Sift the listing for lines that hold the string "start" and pull them out.

┄┄┄┄┄┄

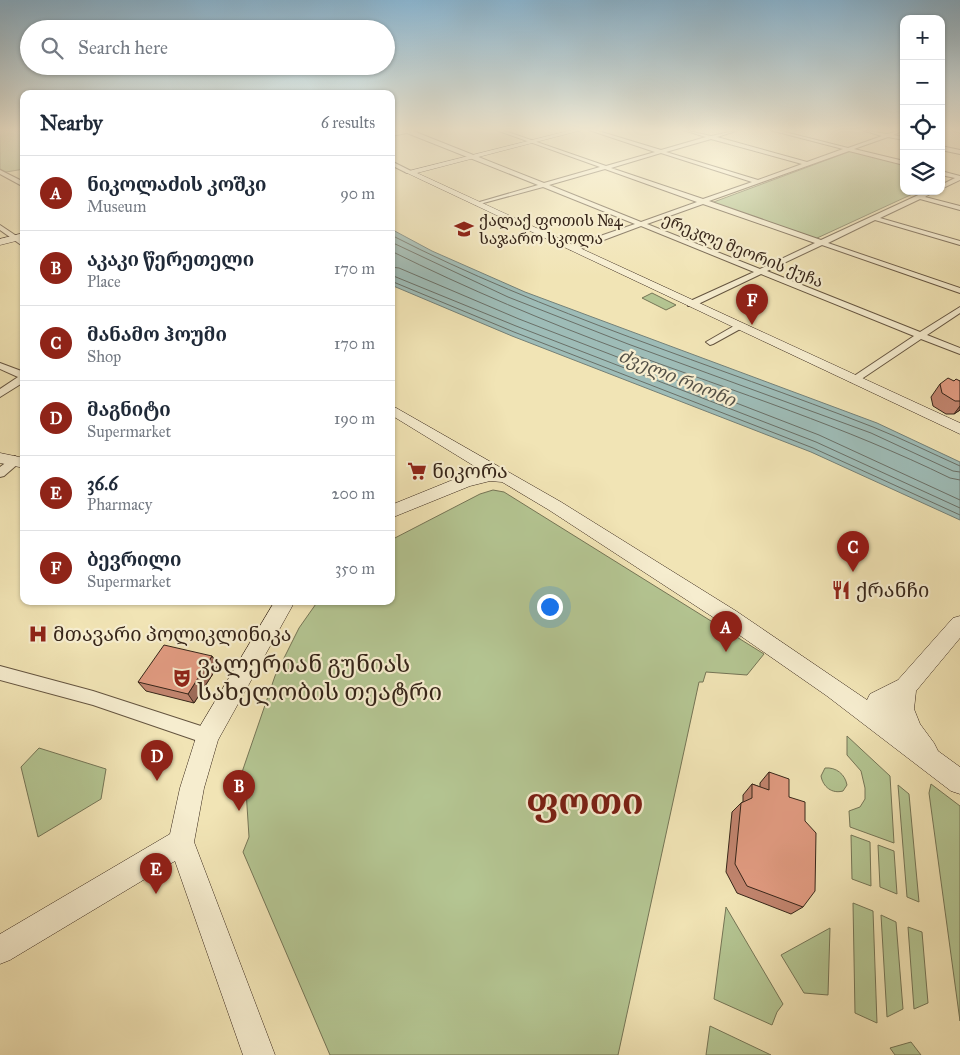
<!DOCTYPE html>
<html lang="en">
<head>
<meta charset="utf-8">
<style>
  :root { --surface:#fff; --page:#f6f6f7; --text:#1f2937; --muted:#747a83; --line:#e0e1e3; --accent:#8f2418 }
  body { margin:0; font-family:"IM FELL Great Primer","Noto Serif Georgian",serif; background:var(--page); color:var(--text) }
  .controls { position:absolute; right:15px; top:15px; display:grid; overflow:hidden; border-radius:10px; box-shadow:0 1px 4px #0004 }
  .controls button { width:45px; height:45px; display:grid; place-items:center; padding:0; border:0; border-bottom:1px solid var(--line); background:var(--surface); color:var(--text); font:25px sans-serif }
  .you { position:absolute; left:549px; top:606px; width:18px; height:18px; margin:-12px; border:4px solid #fff; border-radius:50%; background:#1a73e8; box-shadow:0 0 0 8px #1a73e833 }
  .badge { display:grid; place-items:center; width:32px; height:32px; border-radius:50%; background:var(--accent); color:#fff; font-size:16px; font-weight:700 }
  .pin { position:absolute; translate:-50% -41px; filter:drop-shadow(0 1px 2px #0008) }
  .pin::after { content:''; position:absolute; top:26px; width:18px; height:15px; background:inherit; clip-path:polygon(0 0,100% 0,50% 100%) }
  .list { margin:0; padding:0; list-style:none }
  h2 { display:flex; justify-content:space-between; align-items:center; height:65px; margin:0; padding:0 20px; font-size:21px }
  h2 small { font-size:16px; font-weight:400; color:var(--muted) }
  .list li { display:grid; grid-template-columns:32px 1fr auto; gap:15px; align-items:center; box-sizing:border-box; height:75px; padding:0 20px; border-top:1px solid var(--line) }
  .list b { display:block; font-size:19px; white-space:nowrap }
  .list p { margin:0; font-size:16px; white-space:nowrap; color:var(--muted) }
  .list em { font-size:16px; font-style:normal; color:var(--muted) }
  .icon { flex:none; width:28px; height:28px; fill:none; stroke:currentColor; stroke-width:2; stroke-linecap:round; stroke-linejoin:round }
  .map { position:relative; flex:none; width:960px; height:1055px; overflow:hidden }
  .search { position:absolute; background:var(--surface); box-shadow:0 1px 4px #0004; left:20px; top:20px; width:375px; height:55px; display:flex; align-items:center; gap:12px; box-sizing:border-box; padding:0 18px; border-radius:28px; color:var(--muted); font-size:19px }
  .panel { position:absolute; background:var(--surface); box-shadow:0 1px 4px #0004; left:20px; top:90px; width:375px; height:515px; border-radius:10px }
  .map>svg:first-child { display:block }
  .green { fill:#b4c592; stroke:#757556 }
  .water { fill:#9ebcb7; stroke:#748078 }
  .lines { fill:none; stroke-linecap:round; stroke-linejoin:round }
  .shore { stroke:#6a7068; stroke-width:1 }
  .street-casing { stroke:#655540; stroke-width:2 }
  .secondary-casing { stroke:#362519; stroke-width:1 }
  .street { fill:#f6edcf; fill-rule:evenodd }
  .secondary { fill:#f6edcf; fill-rule:evenodd }
  .wall { fill:#c2856f; stroke:#362519 }
  .shaded-wall { fill:#9e6c5a; stroke:#362519 }
  .building { fill:#e19b81; stroke:#362519 }
  .labels { text-anchor:middle; stroke-width:4.5; stroke-linejoin:round; paint-order:stroke }
  .far-poi-label { font-size:16px; fill:#362519; stroke:#f6edcf; text-anchor:start }
  .far-street-label { font-size:16px; fill:#362519; stroke:#f6edcf }
  .far-water-label { font-size:18px; font-style:italic; fill:#555248; stroke:#f6edcf }
  .poi-label { font-size:20px; fill:#362519; stroke:#f6edcf; text-anchor:start }
  .near-poi-label { font-size:24px; fill:#362519; stroke:#f6edcf; text-anchor:start }
  .near-town-label { font-size:36px; font-weight:bold; fill:#7a1f14; stroke:#f6edcf }
</style>
</head>
<body>
<div class="map">
<svg width="960" height="1055" viewBox="0 0 960 1055">
  <rect width="100%" height="100%" fill="#f1e4b5"/>
  <filter id="stains"><feTurbulence type="fractalNoise" baseFrequency=".004" numOctaves="4"/><feColorMatrix values="0 0 0 0 .2 0 0 0 0 .09 0 0 0 0 .02 0 0 0 .5 -.17"/></filter>
  <radialGradient id="worn" r=".72"><stop offset=".6" stop-color="#630" stop-opacity="0"/><stop offset="1" stop-color="#630" stop-opacity=".3"/></radialGradient>
  <path class="green" d="M0,130H24V169L6,172L0,169Z
    M851,151L904,164V191H919L815,239L711,203Z
    M652,293L676,305L666,310L642,298Z
    M493,490L504,492L764,654L747,675L706,672L703,682H699L618,1055H330L243,852L249,837L246,790L240,778L275,676L299,628L318,601H391V540L480,494Z
    M847,736L890,776L894,843L850,827L849,811L860,807L865,799V788L861,771L847,755Z
    M39,748L106,769L101,799L38,837L21,767Z
    M825,768C836,767 845,774 847,785L843,791C832,794 823,787 821,776Z
    M931,784L960,806V1021L929,793Z
    M898,785L909,794L919,902L907,897Z
    M851,835L870,842L871,886L852,879Z
    M878,845L894,851L897,894L880,887Z
    M853,903L873,911L877,1023L855,1013Z
    M726,907L783,1004L777,1012L772,1025L714,999Z
    M881,915L896,922L903,1009L887,1017Z
    M908,927L922,932L928,1003L914,1009Z
    M830,928L828,995L804,993L781,955Z
    M710,1026L771,1055H706Z
    M911,1042L921,1055H895L890,1048Z"/>
  <path class="water" d="M391,229L432,251L525,292L877,423L960,462V520L811,452L512,336L391,285Z"/>
  <g class="lines">
    <path class="shore" d="M391,235C545,314 712,364 873,427C903,439 931,453 960,466
      M391,242L508,297L628,344L871,433L953,471L960,472
      M391,251C468,289 546,322 627,352C736,392 846,427 950,478L960,480
      M391,267L399,268L519,319L819,435L960,500
      M391,275L516,326L816,442L960,508
      M391,281L514,332L813,448L960,515"/>
    <g class="street-casing">
      <path id="street" d="M403,130H415L413,131L544,183L600,167L496,130H502L606,166L655,152L589,130H595L661,150L706,137L683,130L711,136L739,130L717,137L807,162L843,149L770,130H777L848,148L882,136L862,130L887,134L904,130L893,135L904,137V140L888,137L854,149L904,161V165L849,151L709,201L821,240L927,191H935L925,197L960,206V210L920,199L880,218L960,241V245L875,220L828,243L960,288V293L822,245L767,271L920,332L960,307V313L927,335L960,348V354L921,339L857,382H851V378L914,336L761,274L694,306H688V302L754,272L641,226L577,250H571V246L635,224L543,187L476,205V203L538,185L407,133L391,136V133ZM711,139L802,164L758,180L666,152ZM661,153L752,182L703,199L611,168ZM605,169L697,202L641,222L549,185ZM703,204L815,243L760,269L647,224Z
        M941,146L960,150V154L941,150Z
        M391,161L411,171L412,172L407,173L391,165Z
        M0,170L24,182V187L0,174Z
        M941,171L960,176V180L941,189V185L955,178L941,175Z
        M0,225L24,241V247L0,230Z
        M739,323L743,326L742,328L713,344L710,345L706,342Z
        M0,363L24,372V382L0,397V389L18,377L0,369Z
        M15,456L21,460L19,463L4,476L0,477V467Z
        M0,666L93,691L207,728L213,730L215,736L213,742L207,744L93,705L0,680Z"/>
    </g>
    <g class="secondary-casing">
      <path id="secondary" d="M572,130H582L417,173L960,423V434L405,172Z
        M953,130H960V133L954,131Z
        M24,233V239L0,245V239Z
        M391,405L561,502L736,611L867,700L870,694L898,680L953,618L960,616V638L916,691L914,709L920,724L934,743L938,751L960,767V794L951,791L827,696L722,623L549,510L502,482L490,481L470,486L391,518V505L460,477L484,472L391,415Z
        M0,453L24,458V468L0,463Z
        M275,601H295L218,740L204,788L194,842L275,1055H243L175,861L10,960L0,964V934L170,834L180,788L199,728Z"/>
    </g>
    <use href="#street" class="street"/>
    <use href="#secondary" class="secondary"/>
  </g>
  <path class="wall" d="M954,381H960V410L954,414H946L933,406L931,397L940,384Z
    M212,656L218,666L194,703L146,691L138,682Z
    M769,772L789,797L803,907L791,914L737,893L726,872L732,812L741,803L743,802V795L752,784L760,787V783Z"/>
  <path class="shaded-wall" d="M960,406V410L954,414Z
    M212,656L218,666L194,703L188,694Z"/>
  <path class="building" d="M948,378L954,381L956,379L960,381V401H955L942,393L940,384Z
    M164,645L212,656L188,694L138,682Z
    M769,772L789,779V797L805,802V821L816,833L815,891L803,907L747,886L735,864L741,803L752,798V784L769,790Z"/>
  <linearGradient id="sky" x2="0" y2="1"><stop stop-color="#8ab7d4"/><stop offset="0.47" stop-color="#f9f3de"/><stop offset="1" stop-color="#f9f3de" stop-opacity="0"/></linearGradient>
  <rect width="960" height="277" fill="url(#sky)"/>
  <defs>
    <g id="school-bare" transform="scale(1.5)"><path d="M0-5L7-2L0 1L-7-2ZM-4 1L0 2.5L4 1V4Q0 6-4 4Z" fill="#8f2418" stroke="#f6edcf" stroke-width="2.5" paint-order="stroke"/></g>
    <g id="supermarket-bare" transform="scale(1.5)"><path d="M-6-5.5h2.5l.6 2H6L4.5 2H-2.5L-4.4-4H-6ZM-1.5 3.2a1.3 1.3 0 1 0 .1 0ZM3 3.2a1.3 1.3 0 1 0 .1 0Z" fill="#8f2418" stroke="#f6edcf" stroke-width="2.5" paint-order="stroke"/></g>
    <g id="restaurant-bare" transform="scale(1.5)"><path d="M-5-6h1v4h1v-4h1v4h1v-4h1v5L-1.5 .5V6h-2V.5L-5-1ZM5-6V6H3V1.5H1.5Q1.5-4 5-6Z" fill="#8f2418" stroke="#f6edcf" stroke-width="2.5" paint-order="stroke"/></g>
    <g id="hospital-bare" transform="scale(1.5)"><path d="M-5-5h3v3.5h4V-5h3V5h-3V1.5h-4V5h-3Z" fill="#8f2418" stroke="#f6edcf" stroke-width="2.5" paint-order="stroke"/></g>
    <g id="theatre-bare" transform="scale(1.5)"><path d="M-5-5.5Q0-4 5-5.5V0Q5 5 0 6Q-5 5-5 0ZM-3.3-2.5H-1v1.5H-3.3ZM1-2.5H3.3v1.5H1ZM-2.8 1Q0 5.5 2.8 1Z" fill="#8f2418" stroke="#f6edcf" stroke-width="2.5" paint-order="stroke"/></g>
  </defs>
  <g fill-rule="evenodd">
    <use href="#school-bare" x="464" y="229"/>
    <use href="#supermarket-bare" x="417" y="471"/>
    <use href="#restaurant-bare" x="841" y="590"/>
    <use href="#hospital-bare" x="38" y="634"/>
    <use href="#theatre-bare" x="182" y="678"/>
  </g>
  <g class="labels">
    <g class="far-poi-label">
      <text x="479" y="226">ქალაქ ფოთის №4<tspan x="479" dy="18">საჯარო სკოლა</tspan></text>
    </g>
    <g class="far-street-label">
      <text transform="translate(743 250) rotate(22)" y="6">ერეკლე მეორის ქუჩა</text>
    </g>
    <g class="far-water-label">
      <text transform="translate(677 378) rotate(22)" y="6">ძველი რიონი</text>
    </g>
    <g class="poi-label">
      <text x="432" y="478">ნიკორა</text>
      <text x="856" y="597">ქრანჩი</text>
      <text x="53" y="641">მთავარი პოლიკლინიკა</text>
    </g>
    <g class="near-poi-label">
      <text x="197" y="672">ვალერიან გუნიას<tspan x="197" dy="28">სახელობის თეატრი</tspan></text>
    </g>
    <g class="near-town-label">
      <text x="585" y="814">ფოთი</text>
    </g>
  </g>
  <rect width="100%" height="100%" filter="url(#stains)"/>
  <rect width="100%" height="100%" fill="url(#worn)"/>
</svg>
<div class="controls">
<button>+</button>
<button>−</button>
<button><svg class="icon" aria-label="locate" viewBox="0 0 24 24"><circle cx="12" cy="12" r="6"/><path d="M12 2v4M12 18v4M2 12h4M18 12h4"/></svg></button>
<button><svg class="icon" aria-label="layers" viewBox="0 0 24 24"><path d="M12 4l9 5-9 5-9-5zM3 14l9 5 9-5"/></svg></button>
</div>
<div class="you"></div>
<div class="pin badge" style="left:726px;top:652px">A</div>
<div class="pin badge" style="left:239px;top:811px">B</div>
<div class="pin badge" style="left:853px;top:572px">C</div>
<div class="pin badge" style="left:157px;top:781px">D</div>
<div class="pin badge" style="left:156px;top:894px">E</div>
<div class="pin badge" style="left:752px;top:325px">F</div>
<div class="search"><svg class="icon" aria-label="search" viewBox="0 0 24 24"><circle cx="10" cy="10" r="6"/><path d="M15 15l6 6"/></svg>Search here</div>
<section class="panel">
<h2>Nearby<small>6 results</small></h2>
<ul class="list">
<li><span class="badge">A</span><div><b>ნიკოლაძის კოშკი</b><p>Museum</p></div><em>90 m</em></li>
<li><span class="badge">B</span><div><b>აკაკი წერეთელი</b><p>Place</p></div><em>170 m</em></li>
<li><span class="badge">C</span><div><b>მანამო ჰოუმი</b><p>Shop</p></div><em>170 m</em></li>
<li><span class="badge">D</span><div><b>მაგნიტი</b><p>Supermarket</p></div><em>190 m</em></li>
<li><span class="badge">E</span><div><b>36.6</b><p>Pharmacy</p></div><em>200 m</em></li>
<li><span class="badge">F</span><div><b>ბევრილი</b><p>Supermarket</p></div><em>350 m</em></li>
</ul>
</section>
</div>
</body>
</html>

┄┄┄┄┄┄

COMPLETED TASK
  .far-poi-label { font-size:16px; fill:#362519; stroke:#f6edcf; text-anchor:start }
  .poi-label { font-size:20px; fill:#362519; stroke:#f6edcf; text-anchor:start }
  .near-poi-label { font-size:24px; fill:#362519; stroke:#f6edcf; text-anchor:start }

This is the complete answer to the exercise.